**Instructions to follow**.
Lines with the word "hidden" in them must be copied from the records below.

**Data to use**.

-*-

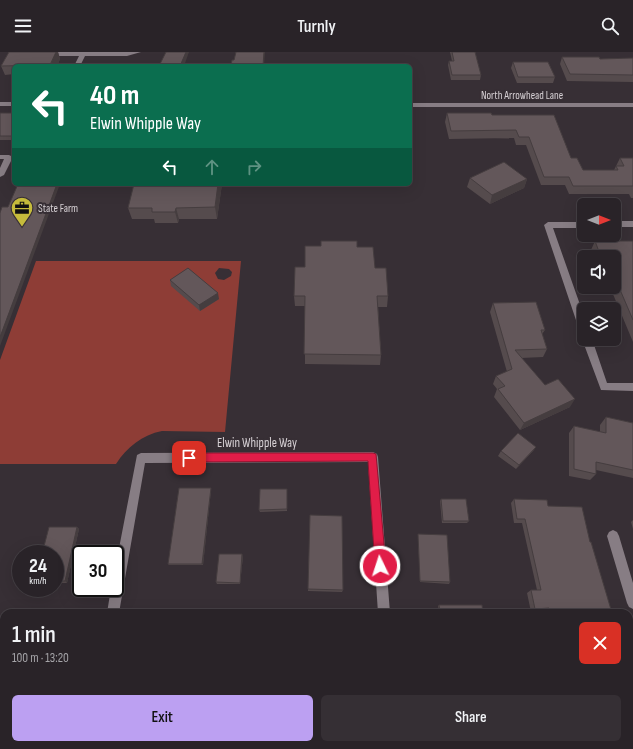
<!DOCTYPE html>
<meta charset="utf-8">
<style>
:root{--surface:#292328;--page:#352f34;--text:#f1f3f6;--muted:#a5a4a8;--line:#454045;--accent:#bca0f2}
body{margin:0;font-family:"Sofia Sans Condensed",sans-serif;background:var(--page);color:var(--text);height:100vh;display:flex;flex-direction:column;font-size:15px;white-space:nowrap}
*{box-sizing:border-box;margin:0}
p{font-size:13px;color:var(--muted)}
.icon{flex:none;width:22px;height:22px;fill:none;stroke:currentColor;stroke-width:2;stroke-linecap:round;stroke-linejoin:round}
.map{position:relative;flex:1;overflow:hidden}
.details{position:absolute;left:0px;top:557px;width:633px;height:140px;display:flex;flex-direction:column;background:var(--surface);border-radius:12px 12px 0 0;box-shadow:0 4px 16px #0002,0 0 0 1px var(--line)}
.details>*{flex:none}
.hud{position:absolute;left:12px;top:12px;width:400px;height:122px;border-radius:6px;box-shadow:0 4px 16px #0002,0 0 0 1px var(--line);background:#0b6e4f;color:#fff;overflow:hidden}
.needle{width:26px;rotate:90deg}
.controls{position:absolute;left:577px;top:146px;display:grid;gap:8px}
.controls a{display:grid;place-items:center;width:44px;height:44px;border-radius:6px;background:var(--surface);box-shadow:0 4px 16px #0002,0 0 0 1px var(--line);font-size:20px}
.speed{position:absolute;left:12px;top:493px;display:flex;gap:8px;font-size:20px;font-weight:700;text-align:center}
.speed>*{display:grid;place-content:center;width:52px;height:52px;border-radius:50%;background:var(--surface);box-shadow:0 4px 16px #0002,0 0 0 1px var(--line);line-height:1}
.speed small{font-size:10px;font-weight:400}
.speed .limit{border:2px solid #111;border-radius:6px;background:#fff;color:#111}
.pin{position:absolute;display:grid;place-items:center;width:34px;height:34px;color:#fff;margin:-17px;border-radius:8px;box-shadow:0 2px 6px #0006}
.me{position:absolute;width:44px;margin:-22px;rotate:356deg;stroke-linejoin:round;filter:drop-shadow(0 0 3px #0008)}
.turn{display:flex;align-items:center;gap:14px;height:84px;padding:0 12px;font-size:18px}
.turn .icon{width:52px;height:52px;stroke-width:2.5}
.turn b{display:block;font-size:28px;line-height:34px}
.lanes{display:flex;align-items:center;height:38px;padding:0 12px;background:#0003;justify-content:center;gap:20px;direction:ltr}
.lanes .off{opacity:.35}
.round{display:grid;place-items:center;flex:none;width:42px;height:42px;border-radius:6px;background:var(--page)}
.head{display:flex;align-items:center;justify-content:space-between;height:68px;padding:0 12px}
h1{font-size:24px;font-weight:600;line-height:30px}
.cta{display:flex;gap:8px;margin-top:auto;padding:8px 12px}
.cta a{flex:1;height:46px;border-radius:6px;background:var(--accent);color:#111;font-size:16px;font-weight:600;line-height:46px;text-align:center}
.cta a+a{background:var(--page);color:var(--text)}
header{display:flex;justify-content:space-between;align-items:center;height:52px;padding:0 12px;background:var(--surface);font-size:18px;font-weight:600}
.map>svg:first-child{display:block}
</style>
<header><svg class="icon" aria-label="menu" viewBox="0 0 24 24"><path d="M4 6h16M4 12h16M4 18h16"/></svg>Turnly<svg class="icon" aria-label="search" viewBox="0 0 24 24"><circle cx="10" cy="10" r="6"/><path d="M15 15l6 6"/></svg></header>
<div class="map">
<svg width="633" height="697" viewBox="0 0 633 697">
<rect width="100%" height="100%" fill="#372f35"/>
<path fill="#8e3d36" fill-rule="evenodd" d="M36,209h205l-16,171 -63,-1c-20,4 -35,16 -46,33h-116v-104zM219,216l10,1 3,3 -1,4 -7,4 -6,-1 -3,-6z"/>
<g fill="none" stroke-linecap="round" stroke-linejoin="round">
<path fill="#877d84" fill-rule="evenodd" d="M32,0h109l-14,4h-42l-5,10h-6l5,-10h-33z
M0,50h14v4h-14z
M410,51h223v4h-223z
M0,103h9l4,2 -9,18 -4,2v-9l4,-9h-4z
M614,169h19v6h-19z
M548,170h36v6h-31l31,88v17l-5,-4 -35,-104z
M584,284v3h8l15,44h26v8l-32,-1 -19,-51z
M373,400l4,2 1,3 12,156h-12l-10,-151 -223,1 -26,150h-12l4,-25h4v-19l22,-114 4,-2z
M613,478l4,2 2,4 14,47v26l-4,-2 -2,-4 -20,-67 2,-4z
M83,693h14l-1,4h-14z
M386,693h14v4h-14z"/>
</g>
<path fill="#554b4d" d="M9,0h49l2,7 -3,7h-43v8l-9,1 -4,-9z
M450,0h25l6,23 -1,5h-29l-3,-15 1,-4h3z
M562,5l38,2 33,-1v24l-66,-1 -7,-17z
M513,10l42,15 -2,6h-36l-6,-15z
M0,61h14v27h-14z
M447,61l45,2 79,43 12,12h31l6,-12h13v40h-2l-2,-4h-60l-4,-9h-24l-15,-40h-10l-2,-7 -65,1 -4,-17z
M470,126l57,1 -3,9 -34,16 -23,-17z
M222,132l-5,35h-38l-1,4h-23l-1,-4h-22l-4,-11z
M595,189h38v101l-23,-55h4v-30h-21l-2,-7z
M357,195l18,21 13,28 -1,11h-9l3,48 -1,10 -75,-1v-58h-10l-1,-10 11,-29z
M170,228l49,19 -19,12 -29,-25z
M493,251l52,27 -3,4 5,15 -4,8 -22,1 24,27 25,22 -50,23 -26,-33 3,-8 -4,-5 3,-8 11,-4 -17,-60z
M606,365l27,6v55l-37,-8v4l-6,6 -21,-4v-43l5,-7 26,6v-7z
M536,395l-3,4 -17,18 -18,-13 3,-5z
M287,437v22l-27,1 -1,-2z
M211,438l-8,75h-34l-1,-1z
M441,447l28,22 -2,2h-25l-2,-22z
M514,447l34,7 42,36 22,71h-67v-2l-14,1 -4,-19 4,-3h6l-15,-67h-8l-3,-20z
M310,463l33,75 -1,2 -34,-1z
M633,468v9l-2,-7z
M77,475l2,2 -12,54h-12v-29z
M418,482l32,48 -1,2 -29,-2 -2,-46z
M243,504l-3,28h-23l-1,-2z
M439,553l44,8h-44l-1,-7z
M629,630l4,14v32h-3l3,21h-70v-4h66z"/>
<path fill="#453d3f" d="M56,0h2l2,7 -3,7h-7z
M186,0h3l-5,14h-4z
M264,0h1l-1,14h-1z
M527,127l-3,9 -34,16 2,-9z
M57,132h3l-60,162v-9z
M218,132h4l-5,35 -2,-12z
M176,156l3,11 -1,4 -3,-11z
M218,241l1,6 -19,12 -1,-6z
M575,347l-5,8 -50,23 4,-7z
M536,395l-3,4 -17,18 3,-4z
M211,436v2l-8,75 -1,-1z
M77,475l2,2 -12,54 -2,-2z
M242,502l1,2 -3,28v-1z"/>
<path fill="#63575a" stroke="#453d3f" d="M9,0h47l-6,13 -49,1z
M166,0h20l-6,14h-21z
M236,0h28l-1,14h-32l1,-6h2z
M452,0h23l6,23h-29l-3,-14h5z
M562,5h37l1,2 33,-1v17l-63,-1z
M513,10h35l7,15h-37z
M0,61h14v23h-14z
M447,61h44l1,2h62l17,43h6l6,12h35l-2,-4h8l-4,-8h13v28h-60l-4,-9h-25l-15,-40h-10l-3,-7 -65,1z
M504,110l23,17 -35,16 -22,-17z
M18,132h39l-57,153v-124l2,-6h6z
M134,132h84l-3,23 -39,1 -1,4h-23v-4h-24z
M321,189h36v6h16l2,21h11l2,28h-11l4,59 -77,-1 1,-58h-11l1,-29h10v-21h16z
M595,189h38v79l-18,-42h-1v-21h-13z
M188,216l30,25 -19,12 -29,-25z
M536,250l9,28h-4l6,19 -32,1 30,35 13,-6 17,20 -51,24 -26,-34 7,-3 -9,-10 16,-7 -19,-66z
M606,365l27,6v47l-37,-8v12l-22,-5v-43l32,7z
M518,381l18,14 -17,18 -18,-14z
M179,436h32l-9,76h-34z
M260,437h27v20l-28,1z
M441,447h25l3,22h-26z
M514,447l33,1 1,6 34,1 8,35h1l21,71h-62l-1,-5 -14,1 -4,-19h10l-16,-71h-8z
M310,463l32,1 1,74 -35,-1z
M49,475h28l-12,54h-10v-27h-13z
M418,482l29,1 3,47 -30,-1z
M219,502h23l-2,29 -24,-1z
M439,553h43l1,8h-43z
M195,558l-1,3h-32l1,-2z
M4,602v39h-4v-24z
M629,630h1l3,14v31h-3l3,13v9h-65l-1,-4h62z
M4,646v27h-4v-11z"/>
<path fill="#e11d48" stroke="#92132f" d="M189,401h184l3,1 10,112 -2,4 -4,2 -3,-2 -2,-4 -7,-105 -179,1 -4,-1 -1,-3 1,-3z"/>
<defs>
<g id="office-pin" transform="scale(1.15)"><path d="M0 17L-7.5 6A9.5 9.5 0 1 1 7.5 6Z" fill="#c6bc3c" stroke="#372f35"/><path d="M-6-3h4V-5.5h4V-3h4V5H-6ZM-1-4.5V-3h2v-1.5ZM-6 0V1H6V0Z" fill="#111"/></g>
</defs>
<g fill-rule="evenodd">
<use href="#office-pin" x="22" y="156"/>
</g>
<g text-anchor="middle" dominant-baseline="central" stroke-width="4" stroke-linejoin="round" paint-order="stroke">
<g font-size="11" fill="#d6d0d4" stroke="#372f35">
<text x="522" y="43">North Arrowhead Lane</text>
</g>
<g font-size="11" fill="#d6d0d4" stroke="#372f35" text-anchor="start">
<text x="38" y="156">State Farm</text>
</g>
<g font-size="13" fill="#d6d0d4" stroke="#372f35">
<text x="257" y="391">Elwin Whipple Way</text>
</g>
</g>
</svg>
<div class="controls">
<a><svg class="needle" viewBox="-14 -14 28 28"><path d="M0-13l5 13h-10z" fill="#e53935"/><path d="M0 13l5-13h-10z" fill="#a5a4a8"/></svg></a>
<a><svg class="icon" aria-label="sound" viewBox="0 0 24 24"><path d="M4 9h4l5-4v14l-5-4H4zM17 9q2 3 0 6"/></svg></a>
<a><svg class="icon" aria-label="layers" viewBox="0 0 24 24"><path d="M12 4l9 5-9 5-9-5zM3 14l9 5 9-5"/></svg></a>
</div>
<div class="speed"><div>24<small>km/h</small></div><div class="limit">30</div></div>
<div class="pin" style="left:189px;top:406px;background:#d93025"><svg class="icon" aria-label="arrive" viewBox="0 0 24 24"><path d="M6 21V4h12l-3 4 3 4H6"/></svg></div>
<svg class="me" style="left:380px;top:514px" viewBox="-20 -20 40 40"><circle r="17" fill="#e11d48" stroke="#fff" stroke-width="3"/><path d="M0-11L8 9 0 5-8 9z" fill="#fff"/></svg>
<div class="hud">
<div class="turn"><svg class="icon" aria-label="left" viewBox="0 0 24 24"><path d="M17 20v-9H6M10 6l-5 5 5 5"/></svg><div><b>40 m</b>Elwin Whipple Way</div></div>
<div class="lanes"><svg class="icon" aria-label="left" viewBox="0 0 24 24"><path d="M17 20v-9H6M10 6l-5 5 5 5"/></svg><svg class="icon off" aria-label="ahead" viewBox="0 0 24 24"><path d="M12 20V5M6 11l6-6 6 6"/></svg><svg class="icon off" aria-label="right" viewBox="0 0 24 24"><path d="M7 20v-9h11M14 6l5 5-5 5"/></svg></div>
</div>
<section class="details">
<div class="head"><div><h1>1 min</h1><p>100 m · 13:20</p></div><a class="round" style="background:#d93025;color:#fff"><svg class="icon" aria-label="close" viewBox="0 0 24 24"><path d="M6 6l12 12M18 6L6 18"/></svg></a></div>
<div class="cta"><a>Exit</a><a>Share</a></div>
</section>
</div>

-*-

**Written solution**.
.map{position:relative;flex:1;overflow:hidden}
.hud{position:absolute;left:12px;top:12px;width:400px;height:122px;border-radius:6px;box-shadow:0 4px 16px #0002,0 0 0 1px var(--line);background:#0b6e4f;color:#fff;overflow:hidden}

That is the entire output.